Como podia pensar tal coisa? No entanto, aquela atmosfera me seduzia, meu sangue borbulhava e o que havia dentro de mim ganhava forças sem hesitar. Branco contra o vermelho. Imaculado contra o pernicioso. Lis e sangue, minha perdição. Eu arrepiei ao fechar os olhos e sentir todo meu corpo estremecer diante da minha mente, do gosto que brincava entre meus lábios sem se provar, a imortal em meus sentidos. Por que minha necessidade de mordê-lo vinha à flor da pele? Brincava com meus pensamentos e os tornava indignos? Leviana, eu protestei sem conseguir me mexer, nem falar, e ele retirava o casaco lentamente, num movimento sincronizado ao desejo dela... dentro da minha cabeça, como se fizesse aquilo apenas para inebriar ainda mais minha mente, sob o comando dela. Eu não posso estar realmente vendo aquilo, meus sentidos estão me pregando uma peça, argumentei comigo mesma. Mas ela sim — contrapus em pensamento, me tirando o ar e me obrigando a abrir os olhos, fitando-o em rubros. Na posse dele, vendo-o à minha frente, perigosamente igual às imagens anteriores, sem o casaco... Meu corpo reagindo à presença dele sem que eu o controlasse. Os meus olhos rubros brilharam nos dele, sentindo o sangue dele ferver pelo meu, que respondia em igual intensidade como um fogo incansável. Era essa a sensação de pertencer a um sangue puro? Ser chamada e domada pelo cheiro dele?
— Isso é para você. — Ele retirou do bolso um cordão de ouro com uma ametista em flor, em forma de Flor de Lis. — No inverno elas nunca florescem, mas esse sempre foi o único momento em que tive você para mim.
Será que ele sabia o que fazia comigo? Como me roubava de mim mesma e me calava, deixando apenas aquele ser em mim, sobre o qual eu não tinha o mínimo controle? O beijo quente selou nossos lábios frios, cessando minhas dúvidas; os braços rodearam meu pescoço, atando a corrente ao seu redor e deixando os dedos sobre minha pele num carinho. Tomando cada pedaço da minha boca, envolvendo minha língua, me queimando por dentro. Minhas veias latejavam por todo meu corpo no compasso ditado pela sua boca na minha, dona de mim, da minha vontade. Fazendo com que me abandonasse completamente nas mãos dele que corriam meu corpo, na sede de mim. Não adiantava lutar contra o que eu sentia... Queria aquela loucura, estava no meu sangue e pedia para vir à vida pelas mãos dele.
Fui eu ou ele quem começou aquilo? Apenas me lembro dos beijos longos, da língua morna e dos tecidos que se rendiam aos nossos dedos, expondo nossos corpos aos escarlates.
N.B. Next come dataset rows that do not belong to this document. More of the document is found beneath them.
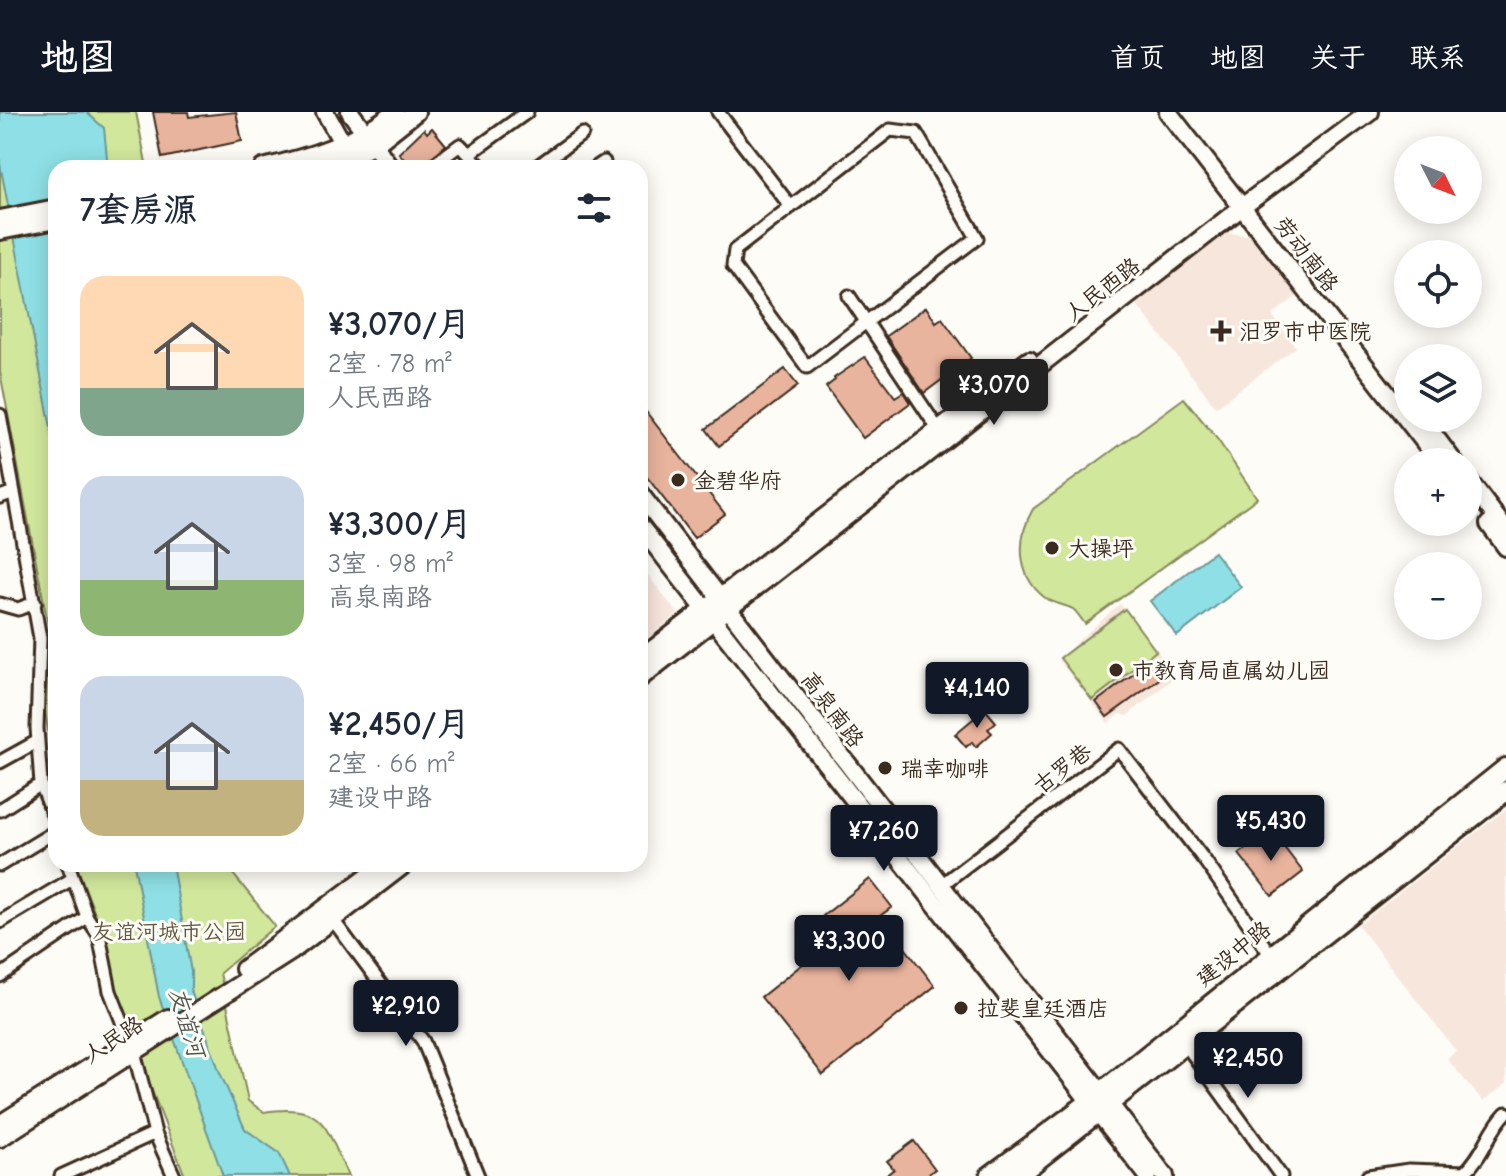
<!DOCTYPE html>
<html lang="zh">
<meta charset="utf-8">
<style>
:root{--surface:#fff;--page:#f6f6f7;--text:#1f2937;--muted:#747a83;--accent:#111827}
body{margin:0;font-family:"Comic Neue","LXGW WenKai TC",sans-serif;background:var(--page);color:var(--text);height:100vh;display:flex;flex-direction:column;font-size:30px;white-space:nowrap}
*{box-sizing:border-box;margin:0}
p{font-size:26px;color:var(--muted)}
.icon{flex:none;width:44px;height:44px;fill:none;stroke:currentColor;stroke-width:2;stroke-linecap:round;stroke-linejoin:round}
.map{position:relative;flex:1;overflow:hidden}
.side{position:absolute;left:48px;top:48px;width:600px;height:712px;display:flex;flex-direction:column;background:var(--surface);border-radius:24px;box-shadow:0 4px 20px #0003}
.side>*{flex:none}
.needle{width:52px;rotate:132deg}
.tools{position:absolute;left:1394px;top:24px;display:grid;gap:16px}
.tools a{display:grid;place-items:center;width:88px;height:88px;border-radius:50%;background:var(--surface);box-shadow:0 4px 20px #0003;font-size:40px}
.price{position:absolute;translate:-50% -68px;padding:0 18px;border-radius:8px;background:var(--accent);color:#fff;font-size:26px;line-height:52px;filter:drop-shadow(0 2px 4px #0008)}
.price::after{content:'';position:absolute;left:50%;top:48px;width:24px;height:18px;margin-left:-12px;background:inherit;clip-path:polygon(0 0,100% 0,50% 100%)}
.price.selected{background:#222;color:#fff}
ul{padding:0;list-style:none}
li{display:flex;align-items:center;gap:24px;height:200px;padding:0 32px}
li span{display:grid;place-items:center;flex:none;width:224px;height:160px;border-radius:24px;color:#555}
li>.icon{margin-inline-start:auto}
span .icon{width:96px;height:96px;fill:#fffc;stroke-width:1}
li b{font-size:34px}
h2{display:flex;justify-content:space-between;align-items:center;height:96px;padding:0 32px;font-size:34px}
header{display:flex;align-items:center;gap:48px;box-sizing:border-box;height:112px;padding:0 40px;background:var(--accent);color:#fff}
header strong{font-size:38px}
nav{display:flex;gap:44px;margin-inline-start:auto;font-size:28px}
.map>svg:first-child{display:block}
.built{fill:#f7e6dc}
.green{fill:#d1e79c;stroke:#86885d;stroke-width:2}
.water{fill:#8ee0e6;stroke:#6d9796;stroke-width:2}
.building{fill:#e9b49d;stroke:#3b2a1e;stroke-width:2}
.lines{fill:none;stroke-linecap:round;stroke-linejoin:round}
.street-casing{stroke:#3b2a1e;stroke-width:17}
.secondary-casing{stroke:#3b2a1e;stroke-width:22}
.primary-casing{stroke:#3b2a1e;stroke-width:24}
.street{stroke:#fdfcf7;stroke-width:11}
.secondary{stroke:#fdfcf7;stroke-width:16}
.primary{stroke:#fdfcf7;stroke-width:18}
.poi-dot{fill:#3b2a1e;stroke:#fdfcf7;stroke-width:3}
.labels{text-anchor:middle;stroke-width:6;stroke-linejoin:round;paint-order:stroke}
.street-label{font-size:22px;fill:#3b2a1e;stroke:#fdfcf7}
.poi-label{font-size:22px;fill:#3b2a1e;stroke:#fdfcf7;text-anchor:start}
.park-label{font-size:22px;fill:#60593e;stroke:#fdfcf7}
.water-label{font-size:24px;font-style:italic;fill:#505850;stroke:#fdfcf7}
</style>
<header>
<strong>地图</strong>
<nav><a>首页</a><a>地图</a><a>关于</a><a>联系</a></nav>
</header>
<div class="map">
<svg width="1506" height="1064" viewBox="0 0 1506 1064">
<rect width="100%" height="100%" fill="#fdfcf7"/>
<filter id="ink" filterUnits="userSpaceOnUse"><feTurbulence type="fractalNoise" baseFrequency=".0125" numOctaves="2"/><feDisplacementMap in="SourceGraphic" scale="16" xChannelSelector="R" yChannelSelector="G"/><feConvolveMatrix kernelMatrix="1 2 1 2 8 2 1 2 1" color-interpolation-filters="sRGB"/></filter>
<g filter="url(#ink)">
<path class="built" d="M1227 121 1262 125 1304 179 1272 203 1296 235 1216 295 1135 190Z
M640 453 678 502 640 532Z
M1120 492 1158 539 1171 568 1127 604 1120 602 1108 611 1058 547Z
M1506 697V972L1483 989 1447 947 1456 939 1358 813Z"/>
<path class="green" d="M0 0H136L147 56H56V683L45 597 50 523 0 260Z
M1184 286 1218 328 1257 386 1085 512C1082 508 1077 500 1073 497 1064 492 1053 492 1044 485 1016 463 1017 425 1033 397Z
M1125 497 1156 539 1092 588 1060 546Z
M76 752H225L275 814 220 861 248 989 264 1000C326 991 325 1014 348 1064H185L113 878 103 823Z"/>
<path class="water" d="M0 0H86L104 16 108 56H56V342L0 52Z
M1214 440 1241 475 1177 524 1150 489Z
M134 752H172L191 860V879L220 961 245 1017 279 1041 290 1064H223L159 885Z"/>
<path class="building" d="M153 0H188L189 5 236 0 242 29 162 46Z
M432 16 446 33 420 56H411L399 41 424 17 427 21Z
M926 195 936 210 942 206 971 246 924 281 886 224Z
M865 245 895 285 903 280 910 291 863 326 826 275 835 268 834 266Z
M785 257 798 274 719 334 706 317Z
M640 292 725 402 694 426 640 356Z
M1155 546 1166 562 1107 605 1096 590Z
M985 597 996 610 988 617 992 621 976 635 972 630 966 635 955 622Z
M1270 717 1303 760 1272 784 1239 742Z
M870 767 892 795 880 804 935 874 823 963 761 885 838 824 823 804Z
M914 1029 935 1057 926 1064H885L894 1057 887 1049Z"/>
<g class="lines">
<defs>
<path id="street" d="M718 0 791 95
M890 18 916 21 977 126 807 255 733 154 735 138Z
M469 42 527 0
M429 56 460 33 482 56
M535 56 582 22
M595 56 604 50
M849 184 938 317
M0 303 40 526 37 616 41 672 56 711
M0 385 14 380
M0 492 18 497 35 491
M0 650 38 629
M0 698 41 672
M68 752 87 805 99 823 110 879 134 940 155 1021 174 1064
M0 753 56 719
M940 774 1119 637 1205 749 1270 842
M333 808 423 929 478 1064
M0 810 72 767
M0 864 87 805
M1186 933 1281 1064
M61 1064 155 1021
M1368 1064 1409 1058 1465 1060C1484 1043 1489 1018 1506 1001"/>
<path id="secondary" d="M325 0 343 32 363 56
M350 0 391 56
M1168 0 1440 350
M263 56C311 45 355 31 395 0
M324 56 373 34 416 0
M0 107 56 96
M0 119 56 108
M1421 306 1454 350
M1468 368 1506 418
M640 382 1165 1064
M1489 412 1506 435
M640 414 1148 1064
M640 547 1029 248
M640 566 1242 95 1370 0
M244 857 384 752
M0 1012 168 906
M0 1026 292 839 405 752"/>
<path id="primary" d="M990 1064 1079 998 1506 656
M1017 1064 1506 679"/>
</defs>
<use href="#street" class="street-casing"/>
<use href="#secondary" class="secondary-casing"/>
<use href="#primary" class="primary-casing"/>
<use href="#street" class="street"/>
<use href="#secondary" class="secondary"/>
<use href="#primary" class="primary"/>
</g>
</g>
<g class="poi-dot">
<path d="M1217 207h8v8h8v8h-8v8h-8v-8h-8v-8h8z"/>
<circle cx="678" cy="368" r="8"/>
<circle cx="1052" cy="436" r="8"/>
<circle cx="1116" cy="558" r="8"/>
<circle cx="885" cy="656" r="8"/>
<circle cx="961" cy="896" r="8"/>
</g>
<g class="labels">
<g class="street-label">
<text transform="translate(1307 142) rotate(52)" y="8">劳动南路</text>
<text transform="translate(1102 177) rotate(-38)" y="8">人民西路</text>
<text transform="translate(833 597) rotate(53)" y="8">高泉南路</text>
<text transform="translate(1062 656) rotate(-37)" y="8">古罗巷</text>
<text transform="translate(1233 841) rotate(-39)" y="8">建设中路</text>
<text transform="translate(113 927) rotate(-33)" y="8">人民路</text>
</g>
<g class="poi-label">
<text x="1239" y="227">汨罗市中医院</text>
<text x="694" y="376">金碧华府</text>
<text x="1068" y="444">大操坪</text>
<text x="1132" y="566">市教育局直属幼儿园</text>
<text x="901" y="664">瑞幸咖啡</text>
<text x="977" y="904">拉斐皇廷酒店</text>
</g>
<g class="park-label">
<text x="169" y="827">友谊河城市公园</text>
</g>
<g class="water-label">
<text transform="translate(187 910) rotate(73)" y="8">友谊河</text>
</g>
</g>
</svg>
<div class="tools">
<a><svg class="needle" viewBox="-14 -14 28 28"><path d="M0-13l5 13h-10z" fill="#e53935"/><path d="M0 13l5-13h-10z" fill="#747a83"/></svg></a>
<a><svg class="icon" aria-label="locate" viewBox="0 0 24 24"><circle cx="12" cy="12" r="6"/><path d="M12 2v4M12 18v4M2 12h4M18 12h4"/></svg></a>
<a><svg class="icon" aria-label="layers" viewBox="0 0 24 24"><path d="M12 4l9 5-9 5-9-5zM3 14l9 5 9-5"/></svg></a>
<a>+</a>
<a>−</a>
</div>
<b class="price selected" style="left:994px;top:315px">¥3,070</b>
<b class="price" style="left:977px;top:618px">¥4,140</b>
<b class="price" style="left:1271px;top:751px">¥5,430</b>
<b class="price" style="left:884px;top:761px">¥7,260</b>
<b class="price" style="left:849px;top:871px">¥3,300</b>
<b class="price" style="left:406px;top:936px">¥2,910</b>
<b class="price" style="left:1248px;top:988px">¥2,450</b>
<section class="side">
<h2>7套房源<svg class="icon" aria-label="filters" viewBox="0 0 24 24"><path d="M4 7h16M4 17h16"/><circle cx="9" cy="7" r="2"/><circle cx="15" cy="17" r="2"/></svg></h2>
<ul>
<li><span style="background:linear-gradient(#ffd9b3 70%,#7fa58c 0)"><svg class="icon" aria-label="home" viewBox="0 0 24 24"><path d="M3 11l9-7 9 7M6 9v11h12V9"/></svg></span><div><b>¥3,070/月</b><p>2室 · 78 m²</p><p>人民西路</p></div></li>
<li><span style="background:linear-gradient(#c9d6e8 65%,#8fb573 0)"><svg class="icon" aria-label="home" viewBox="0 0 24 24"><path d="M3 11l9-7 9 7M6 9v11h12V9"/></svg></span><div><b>¥3,300/月</b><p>3室 · 98 m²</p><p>高泉南路</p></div></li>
<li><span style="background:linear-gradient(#c9d6e8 65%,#c2b280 0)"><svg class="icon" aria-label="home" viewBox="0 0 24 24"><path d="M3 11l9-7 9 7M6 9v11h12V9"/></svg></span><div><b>¥2,450/月</b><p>2室 · 66 m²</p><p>建设中路</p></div></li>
</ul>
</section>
</div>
A pele clara contra a minha, num primeiro contato do meu corpo com o dele, sem barreiras. Eu o encarava com olhos arregalados, sem saber como impedir os arrepios cada vez mais intensos que corriam sob minha pele diante do desejo dele, expresso nos olhos rubros que me admiravam. Nos toques dos dedos cálidos, lentos, como se descobrisse um mundo novo igual a mim. Cada parte da minha pele explorada pelos movimentos dele, longos e precisos, me fazendo fechar os olhos e senti-lo, mesmo que meu rosto queimasse de vergonha, ela desejava mais daquilo e eu me entregava às mãos dele, sempre gentis.
— Você é perfeita, Elise. —Eu arrepiei sem querer fitá-lo, com medo de não conseguir segurar a intensidade do meu olhar no dele. — Não só no seu cheiro — sussurrou ao meu ouvido —, mas na pele — eu não me pertencia, não ditava regras ao meu corpo que tocava o dele insanamente. Meus seios empinaram no simples roçar dos lábios que deslizaram pelo meu pescoço na direção do meu colo, ansiando pelo seu toque — e no gosto... — Atendeu ao pedido deles, envolvendo-os com a língua.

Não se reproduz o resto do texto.